Only a number is expected: the count of lines in the listing where "guide" occurs.
════════
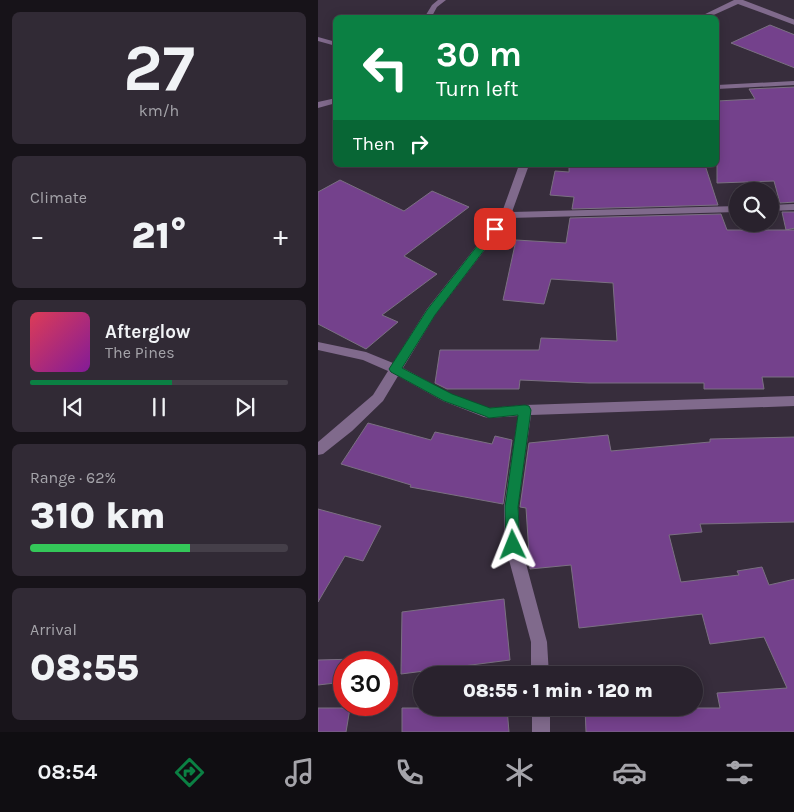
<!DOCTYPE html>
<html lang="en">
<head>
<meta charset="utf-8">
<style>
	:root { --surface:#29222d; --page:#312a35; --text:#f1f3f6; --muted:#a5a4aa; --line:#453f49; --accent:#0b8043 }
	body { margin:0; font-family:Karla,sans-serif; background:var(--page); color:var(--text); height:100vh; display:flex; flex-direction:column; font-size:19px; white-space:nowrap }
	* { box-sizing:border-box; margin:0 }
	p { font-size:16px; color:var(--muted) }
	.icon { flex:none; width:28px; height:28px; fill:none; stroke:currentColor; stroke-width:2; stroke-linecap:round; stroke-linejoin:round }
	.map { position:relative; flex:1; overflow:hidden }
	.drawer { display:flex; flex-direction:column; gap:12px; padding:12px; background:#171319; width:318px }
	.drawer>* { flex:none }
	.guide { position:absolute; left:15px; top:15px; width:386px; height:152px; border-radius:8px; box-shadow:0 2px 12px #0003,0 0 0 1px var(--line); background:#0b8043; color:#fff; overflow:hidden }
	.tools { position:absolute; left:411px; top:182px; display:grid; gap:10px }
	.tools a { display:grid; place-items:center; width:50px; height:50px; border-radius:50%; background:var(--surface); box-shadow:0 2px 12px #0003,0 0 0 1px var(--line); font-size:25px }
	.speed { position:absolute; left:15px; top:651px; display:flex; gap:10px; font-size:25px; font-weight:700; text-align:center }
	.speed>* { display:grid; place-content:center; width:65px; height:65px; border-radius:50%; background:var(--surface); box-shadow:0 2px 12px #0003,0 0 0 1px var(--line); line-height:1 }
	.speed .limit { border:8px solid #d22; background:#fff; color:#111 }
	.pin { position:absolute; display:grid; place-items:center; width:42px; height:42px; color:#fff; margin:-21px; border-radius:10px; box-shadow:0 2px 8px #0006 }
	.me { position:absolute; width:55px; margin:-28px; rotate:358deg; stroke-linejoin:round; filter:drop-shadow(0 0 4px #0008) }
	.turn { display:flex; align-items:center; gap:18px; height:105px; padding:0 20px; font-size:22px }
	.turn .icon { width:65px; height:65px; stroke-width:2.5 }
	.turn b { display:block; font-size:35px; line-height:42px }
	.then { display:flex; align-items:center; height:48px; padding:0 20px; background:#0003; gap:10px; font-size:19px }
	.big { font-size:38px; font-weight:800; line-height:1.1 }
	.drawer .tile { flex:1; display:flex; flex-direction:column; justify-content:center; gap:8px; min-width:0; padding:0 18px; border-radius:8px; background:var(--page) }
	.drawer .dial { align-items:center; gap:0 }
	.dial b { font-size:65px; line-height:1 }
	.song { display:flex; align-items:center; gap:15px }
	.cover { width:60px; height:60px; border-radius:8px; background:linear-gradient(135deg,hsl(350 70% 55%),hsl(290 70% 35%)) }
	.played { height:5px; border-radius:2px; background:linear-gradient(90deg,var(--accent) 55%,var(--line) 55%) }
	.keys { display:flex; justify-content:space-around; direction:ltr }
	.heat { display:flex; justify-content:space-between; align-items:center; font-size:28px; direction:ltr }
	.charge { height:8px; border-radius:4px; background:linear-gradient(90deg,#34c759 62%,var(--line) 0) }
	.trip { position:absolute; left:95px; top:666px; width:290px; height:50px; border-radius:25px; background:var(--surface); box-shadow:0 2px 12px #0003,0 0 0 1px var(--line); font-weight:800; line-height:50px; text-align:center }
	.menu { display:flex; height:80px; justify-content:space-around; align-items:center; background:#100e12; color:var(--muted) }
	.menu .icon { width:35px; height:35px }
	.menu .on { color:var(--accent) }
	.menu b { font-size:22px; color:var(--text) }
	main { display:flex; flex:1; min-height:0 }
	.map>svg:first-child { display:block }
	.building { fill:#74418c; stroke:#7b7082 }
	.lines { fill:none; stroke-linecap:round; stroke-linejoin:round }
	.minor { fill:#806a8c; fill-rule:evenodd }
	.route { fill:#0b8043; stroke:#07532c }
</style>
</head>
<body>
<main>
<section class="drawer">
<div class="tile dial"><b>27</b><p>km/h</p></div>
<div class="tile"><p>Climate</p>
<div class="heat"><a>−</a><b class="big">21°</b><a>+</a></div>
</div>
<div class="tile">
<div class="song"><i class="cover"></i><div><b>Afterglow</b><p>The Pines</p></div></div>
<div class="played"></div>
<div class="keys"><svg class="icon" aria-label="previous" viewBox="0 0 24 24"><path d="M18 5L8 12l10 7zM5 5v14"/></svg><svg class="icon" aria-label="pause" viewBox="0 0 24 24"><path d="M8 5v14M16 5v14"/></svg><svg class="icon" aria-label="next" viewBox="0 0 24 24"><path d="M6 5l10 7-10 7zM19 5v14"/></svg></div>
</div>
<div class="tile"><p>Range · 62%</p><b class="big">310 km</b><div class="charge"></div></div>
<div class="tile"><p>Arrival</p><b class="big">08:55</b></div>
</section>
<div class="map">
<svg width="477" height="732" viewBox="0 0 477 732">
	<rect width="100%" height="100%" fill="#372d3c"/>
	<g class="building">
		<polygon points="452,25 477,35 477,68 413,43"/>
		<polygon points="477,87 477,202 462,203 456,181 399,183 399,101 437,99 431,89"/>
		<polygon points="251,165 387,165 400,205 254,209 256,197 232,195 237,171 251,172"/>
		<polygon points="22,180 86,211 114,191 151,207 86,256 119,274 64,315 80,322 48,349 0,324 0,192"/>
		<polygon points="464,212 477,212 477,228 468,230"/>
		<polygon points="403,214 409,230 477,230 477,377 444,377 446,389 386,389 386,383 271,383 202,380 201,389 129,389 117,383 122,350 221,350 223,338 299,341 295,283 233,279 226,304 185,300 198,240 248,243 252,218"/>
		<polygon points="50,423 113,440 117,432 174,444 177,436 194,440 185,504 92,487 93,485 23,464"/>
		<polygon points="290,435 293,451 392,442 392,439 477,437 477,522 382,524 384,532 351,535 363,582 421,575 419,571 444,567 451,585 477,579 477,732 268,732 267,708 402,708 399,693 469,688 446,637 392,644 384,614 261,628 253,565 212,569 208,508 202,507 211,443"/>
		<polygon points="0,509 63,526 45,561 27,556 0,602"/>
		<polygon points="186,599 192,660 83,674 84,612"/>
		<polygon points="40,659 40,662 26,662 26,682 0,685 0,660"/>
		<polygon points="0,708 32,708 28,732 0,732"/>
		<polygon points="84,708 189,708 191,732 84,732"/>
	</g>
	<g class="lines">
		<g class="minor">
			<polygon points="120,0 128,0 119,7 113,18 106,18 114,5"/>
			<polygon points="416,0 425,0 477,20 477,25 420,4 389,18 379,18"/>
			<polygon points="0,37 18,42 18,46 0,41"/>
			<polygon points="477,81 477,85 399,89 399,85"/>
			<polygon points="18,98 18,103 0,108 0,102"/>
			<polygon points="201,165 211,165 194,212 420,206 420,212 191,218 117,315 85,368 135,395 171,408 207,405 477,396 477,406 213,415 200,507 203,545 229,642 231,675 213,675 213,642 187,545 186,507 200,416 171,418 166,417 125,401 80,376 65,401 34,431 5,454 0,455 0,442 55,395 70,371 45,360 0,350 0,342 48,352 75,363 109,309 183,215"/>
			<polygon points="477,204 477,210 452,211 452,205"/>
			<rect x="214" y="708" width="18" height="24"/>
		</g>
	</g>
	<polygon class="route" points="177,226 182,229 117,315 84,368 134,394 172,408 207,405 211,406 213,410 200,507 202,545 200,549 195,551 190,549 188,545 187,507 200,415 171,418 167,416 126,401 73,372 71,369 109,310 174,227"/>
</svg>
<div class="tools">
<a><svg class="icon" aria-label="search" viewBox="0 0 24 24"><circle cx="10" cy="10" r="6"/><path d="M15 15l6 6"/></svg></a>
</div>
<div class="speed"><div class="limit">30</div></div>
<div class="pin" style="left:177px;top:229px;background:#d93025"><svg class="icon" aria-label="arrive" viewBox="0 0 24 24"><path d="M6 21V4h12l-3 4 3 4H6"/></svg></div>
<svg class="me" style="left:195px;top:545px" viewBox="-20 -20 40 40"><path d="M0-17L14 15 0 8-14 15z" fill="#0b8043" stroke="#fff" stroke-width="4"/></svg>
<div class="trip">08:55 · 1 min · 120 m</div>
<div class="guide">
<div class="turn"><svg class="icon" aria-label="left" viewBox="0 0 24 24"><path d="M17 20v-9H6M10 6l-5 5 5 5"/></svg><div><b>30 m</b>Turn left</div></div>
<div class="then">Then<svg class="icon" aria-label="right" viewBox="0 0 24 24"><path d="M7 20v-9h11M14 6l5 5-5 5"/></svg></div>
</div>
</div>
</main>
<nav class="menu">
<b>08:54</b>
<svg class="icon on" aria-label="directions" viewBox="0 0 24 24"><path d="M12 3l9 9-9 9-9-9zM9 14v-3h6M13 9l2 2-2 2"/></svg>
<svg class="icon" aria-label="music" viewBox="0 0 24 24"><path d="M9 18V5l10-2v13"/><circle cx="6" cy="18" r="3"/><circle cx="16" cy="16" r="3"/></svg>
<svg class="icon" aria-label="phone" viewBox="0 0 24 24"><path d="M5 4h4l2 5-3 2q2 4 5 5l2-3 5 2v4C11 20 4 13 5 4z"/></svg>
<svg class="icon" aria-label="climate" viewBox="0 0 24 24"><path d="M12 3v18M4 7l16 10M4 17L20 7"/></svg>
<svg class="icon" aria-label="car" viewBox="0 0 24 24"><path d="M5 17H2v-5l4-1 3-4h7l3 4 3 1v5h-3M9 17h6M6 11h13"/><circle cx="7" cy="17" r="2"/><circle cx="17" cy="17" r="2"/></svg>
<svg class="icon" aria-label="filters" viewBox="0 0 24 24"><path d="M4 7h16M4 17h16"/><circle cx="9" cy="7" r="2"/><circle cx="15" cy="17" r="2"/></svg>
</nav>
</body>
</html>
════════
--- Task result ---
2